── Provided information
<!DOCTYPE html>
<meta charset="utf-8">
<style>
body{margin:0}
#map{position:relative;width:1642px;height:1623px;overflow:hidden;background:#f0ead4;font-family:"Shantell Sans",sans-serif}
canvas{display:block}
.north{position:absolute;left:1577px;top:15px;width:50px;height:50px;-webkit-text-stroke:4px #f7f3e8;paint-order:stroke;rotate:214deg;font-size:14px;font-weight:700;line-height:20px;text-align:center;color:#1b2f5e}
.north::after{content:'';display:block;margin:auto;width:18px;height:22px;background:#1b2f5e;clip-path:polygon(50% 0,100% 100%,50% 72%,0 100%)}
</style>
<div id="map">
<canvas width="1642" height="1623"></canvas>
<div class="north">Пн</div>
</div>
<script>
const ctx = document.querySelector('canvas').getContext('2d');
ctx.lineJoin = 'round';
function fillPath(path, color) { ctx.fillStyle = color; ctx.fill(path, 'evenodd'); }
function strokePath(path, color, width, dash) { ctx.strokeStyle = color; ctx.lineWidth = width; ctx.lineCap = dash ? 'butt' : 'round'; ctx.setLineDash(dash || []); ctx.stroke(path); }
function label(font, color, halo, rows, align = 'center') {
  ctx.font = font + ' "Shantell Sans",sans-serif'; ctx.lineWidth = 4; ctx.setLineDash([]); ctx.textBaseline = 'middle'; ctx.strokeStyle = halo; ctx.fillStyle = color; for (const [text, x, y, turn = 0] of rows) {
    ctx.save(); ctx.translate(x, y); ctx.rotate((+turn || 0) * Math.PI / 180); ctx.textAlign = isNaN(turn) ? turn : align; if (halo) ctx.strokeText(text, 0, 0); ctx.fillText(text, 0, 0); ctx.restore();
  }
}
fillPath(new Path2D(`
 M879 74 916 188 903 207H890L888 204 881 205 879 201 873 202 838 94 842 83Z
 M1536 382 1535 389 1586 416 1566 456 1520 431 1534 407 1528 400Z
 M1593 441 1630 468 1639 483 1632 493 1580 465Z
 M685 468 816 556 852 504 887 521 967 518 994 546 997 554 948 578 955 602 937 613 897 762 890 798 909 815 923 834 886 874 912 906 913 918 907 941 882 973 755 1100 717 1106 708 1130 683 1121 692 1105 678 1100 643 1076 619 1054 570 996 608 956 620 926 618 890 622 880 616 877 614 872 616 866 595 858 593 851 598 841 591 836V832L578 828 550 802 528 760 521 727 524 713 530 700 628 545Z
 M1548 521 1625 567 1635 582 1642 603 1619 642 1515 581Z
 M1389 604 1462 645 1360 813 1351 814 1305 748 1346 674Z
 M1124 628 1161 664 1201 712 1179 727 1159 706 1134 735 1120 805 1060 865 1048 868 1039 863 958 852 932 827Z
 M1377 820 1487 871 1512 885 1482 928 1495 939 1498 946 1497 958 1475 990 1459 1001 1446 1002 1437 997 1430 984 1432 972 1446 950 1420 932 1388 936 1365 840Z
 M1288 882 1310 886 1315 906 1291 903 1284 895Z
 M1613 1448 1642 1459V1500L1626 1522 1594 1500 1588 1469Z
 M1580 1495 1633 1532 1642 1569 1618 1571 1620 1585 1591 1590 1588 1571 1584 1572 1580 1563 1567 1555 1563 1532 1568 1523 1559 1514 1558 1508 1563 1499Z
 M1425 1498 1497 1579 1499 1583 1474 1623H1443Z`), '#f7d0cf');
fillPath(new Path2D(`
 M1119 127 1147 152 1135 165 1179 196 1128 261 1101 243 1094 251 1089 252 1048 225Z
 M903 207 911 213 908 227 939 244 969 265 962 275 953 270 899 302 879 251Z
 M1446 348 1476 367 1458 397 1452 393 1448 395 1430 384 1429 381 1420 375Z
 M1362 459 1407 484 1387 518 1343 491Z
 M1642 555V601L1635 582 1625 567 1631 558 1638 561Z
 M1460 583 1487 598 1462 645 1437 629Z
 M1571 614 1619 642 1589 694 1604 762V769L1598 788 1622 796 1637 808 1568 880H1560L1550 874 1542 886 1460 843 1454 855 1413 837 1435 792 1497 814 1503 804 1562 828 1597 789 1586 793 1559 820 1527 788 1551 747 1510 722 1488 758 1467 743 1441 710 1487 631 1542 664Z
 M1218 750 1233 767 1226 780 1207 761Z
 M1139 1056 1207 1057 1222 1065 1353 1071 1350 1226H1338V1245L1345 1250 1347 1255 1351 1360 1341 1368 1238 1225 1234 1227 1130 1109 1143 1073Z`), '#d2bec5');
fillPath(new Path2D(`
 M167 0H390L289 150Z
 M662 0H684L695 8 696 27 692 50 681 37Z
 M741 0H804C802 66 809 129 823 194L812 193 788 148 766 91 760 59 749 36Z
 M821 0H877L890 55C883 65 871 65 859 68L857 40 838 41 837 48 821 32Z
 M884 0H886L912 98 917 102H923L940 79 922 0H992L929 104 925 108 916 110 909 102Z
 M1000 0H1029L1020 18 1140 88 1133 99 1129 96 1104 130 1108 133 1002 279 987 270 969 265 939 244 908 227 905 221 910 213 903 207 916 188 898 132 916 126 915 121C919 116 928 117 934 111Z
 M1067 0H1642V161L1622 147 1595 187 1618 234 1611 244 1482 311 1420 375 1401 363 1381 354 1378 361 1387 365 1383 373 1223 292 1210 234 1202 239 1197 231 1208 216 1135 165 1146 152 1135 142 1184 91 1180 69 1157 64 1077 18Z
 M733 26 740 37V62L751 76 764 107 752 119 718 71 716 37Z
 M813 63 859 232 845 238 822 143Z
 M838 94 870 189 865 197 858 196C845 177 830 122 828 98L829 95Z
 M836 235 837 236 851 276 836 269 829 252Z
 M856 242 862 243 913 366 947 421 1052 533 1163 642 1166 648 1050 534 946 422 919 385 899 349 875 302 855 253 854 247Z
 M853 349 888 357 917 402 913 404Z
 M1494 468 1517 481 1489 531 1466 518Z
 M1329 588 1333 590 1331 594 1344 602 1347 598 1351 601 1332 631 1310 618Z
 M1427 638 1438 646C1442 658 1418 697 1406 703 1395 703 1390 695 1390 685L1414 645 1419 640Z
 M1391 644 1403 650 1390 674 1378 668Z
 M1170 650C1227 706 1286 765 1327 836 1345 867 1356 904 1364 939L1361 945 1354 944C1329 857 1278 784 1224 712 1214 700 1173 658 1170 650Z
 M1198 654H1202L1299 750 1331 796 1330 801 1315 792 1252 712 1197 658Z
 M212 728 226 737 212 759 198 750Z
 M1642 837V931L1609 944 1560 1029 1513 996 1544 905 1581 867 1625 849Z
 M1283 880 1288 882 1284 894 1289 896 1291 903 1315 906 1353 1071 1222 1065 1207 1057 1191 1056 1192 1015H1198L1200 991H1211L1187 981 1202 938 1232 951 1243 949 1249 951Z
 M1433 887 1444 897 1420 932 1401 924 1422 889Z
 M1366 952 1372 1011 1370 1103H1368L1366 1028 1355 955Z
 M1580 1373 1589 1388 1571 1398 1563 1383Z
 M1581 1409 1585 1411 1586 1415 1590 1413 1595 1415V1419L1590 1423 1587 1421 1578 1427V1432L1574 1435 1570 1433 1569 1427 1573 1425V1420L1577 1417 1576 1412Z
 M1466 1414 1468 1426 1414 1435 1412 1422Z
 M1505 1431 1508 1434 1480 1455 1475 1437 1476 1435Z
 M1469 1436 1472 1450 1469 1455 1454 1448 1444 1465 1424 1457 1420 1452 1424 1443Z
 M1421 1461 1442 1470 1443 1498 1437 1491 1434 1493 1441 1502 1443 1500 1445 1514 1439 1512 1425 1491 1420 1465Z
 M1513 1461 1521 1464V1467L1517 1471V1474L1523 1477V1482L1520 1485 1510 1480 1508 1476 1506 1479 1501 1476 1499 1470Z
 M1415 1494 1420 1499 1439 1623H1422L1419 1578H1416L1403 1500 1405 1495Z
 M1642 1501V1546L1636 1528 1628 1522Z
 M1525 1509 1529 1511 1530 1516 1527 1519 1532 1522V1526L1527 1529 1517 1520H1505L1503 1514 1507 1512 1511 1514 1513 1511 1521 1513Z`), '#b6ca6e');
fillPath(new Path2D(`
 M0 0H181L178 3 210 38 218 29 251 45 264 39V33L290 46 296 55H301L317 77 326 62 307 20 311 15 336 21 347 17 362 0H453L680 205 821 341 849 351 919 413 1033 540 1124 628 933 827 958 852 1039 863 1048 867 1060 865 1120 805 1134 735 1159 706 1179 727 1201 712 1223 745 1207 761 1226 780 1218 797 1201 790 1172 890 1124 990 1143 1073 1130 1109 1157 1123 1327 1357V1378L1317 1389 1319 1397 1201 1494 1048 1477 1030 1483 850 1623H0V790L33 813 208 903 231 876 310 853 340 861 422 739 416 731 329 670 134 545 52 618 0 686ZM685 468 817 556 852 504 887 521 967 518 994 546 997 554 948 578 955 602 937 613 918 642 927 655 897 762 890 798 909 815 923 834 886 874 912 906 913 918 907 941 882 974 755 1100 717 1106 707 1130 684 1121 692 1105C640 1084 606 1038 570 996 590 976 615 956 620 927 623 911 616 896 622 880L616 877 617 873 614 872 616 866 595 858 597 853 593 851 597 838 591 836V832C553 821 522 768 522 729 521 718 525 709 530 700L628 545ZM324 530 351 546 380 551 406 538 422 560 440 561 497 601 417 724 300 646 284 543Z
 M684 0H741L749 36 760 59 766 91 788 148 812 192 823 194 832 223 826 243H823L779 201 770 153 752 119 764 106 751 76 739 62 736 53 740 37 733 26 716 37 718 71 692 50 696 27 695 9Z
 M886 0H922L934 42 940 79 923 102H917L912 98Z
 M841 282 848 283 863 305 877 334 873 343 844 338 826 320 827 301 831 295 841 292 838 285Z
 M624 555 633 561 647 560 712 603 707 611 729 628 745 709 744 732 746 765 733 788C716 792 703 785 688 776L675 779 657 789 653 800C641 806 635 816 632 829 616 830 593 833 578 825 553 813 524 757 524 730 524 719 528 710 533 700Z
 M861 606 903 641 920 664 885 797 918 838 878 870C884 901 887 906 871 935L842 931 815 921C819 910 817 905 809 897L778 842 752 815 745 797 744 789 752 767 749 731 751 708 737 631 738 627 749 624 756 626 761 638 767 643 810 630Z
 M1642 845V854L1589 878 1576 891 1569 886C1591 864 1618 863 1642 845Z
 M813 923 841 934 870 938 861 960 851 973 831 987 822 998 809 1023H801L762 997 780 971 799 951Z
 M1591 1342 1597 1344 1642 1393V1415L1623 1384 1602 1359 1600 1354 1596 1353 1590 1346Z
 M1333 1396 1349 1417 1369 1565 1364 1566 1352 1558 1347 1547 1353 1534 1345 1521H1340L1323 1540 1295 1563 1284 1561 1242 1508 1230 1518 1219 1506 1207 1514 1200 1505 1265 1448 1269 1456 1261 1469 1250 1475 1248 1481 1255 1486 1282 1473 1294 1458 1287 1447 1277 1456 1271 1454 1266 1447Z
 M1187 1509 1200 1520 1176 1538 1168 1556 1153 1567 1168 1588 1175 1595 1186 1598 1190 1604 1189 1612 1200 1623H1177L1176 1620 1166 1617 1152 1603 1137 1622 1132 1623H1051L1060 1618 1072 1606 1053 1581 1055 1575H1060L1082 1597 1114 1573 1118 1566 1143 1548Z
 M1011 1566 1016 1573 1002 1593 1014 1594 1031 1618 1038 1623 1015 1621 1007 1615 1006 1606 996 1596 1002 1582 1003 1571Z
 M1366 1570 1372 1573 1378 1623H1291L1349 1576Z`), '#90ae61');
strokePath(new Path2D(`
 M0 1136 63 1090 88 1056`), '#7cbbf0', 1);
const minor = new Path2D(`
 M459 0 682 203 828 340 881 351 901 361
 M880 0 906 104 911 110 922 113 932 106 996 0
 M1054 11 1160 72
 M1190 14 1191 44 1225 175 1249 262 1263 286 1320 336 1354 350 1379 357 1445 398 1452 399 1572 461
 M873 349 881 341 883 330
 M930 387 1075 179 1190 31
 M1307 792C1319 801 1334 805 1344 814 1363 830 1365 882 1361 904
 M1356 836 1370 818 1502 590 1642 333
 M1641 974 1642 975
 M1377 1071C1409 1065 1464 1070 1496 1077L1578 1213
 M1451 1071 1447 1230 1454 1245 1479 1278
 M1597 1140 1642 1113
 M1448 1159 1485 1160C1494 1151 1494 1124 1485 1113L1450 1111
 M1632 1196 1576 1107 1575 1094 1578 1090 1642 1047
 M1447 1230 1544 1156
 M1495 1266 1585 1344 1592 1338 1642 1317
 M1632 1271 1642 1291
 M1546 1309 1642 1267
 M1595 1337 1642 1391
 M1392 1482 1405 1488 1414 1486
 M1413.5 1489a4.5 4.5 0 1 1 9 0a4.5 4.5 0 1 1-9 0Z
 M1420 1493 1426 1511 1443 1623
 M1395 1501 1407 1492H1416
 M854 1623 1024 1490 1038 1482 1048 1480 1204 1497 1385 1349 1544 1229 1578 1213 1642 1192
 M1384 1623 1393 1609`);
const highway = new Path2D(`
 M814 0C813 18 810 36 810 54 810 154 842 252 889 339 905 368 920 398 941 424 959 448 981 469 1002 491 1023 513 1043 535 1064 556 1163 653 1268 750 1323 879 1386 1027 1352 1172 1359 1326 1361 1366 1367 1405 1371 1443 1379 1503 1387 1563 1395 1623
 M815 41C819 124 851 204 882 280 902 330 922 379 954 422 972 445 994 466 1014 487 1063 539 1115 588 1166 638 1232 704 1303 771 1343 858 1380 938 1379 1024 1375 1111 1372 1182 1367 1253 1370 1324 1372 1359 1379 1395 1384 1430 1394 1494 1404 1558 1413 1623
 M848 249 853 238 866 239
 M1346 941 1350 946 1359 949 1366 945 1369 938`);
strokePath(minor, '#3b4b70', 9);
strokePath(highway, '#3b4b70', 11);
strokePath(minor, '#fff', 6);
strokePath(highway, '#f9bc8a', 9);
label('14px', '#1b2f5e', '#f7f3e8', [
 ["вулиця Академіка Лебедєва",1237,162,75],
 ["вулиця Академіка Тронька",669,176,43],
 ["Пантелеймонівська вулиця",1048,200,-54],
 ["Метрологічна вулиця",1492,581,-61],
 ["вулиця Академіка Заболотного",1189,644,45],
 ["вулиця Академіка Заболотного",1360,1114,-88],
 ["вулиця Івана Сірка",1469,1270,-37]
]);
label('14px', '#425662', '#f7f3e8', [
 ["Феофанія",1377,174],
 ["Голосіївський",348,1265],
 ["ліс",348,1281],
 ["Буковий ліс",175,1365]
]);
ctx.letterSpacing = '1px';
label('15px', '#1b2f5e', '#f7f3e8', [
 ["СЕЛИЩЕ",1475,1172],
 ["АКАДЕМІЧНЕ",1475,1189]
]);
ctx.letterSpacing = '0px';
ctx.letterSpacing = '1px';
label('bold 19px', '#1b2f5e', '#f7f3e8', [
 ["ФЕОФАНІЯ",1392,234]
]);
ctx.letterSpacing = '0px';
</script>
────
**Required action**
Your task is to quote the lines above, beginning with the first and ending with the one that holds "function fillPath(path, color)".

**Answer to this problem**
<!DOCTYPE html>
<meta charset="utf-8">
<style>
body{margin:0}
#map{position:relative;width:1642px;height:1623px;overflow:hidden;background:#f0ead4;font-family:"Shantell Sans",sans-serif}
canvas{display:block}
.north{position:absolute;left:1577px;top:15px;width:50px;height:50px;-webkit-text-stroke:4px #f7f3e8;paint-order:stroke;rotate:214deg;font-size:14px;font-weight:700;line-height:20px;text-align:center;color:#1b2f5e}
.north::after{content:'';display:block;margin:auto;width:18px;height:22px;background:#1b2f5e;clip-path:polygon(50% 0,100% 100%,50% 72%,0 100%)}
</style>
<div id="map">
<canvas width="1642" height="1623"></canvas>
<div class="north">Пн</div>
</div>
<script>
const ctx = document.querySelector('canvas').getContext('2d');
ctx.lineJoin = 'round';
function fillPath(path, color) { ctx.fillStyle = color; ctx.fill(path, 'evenodd'); }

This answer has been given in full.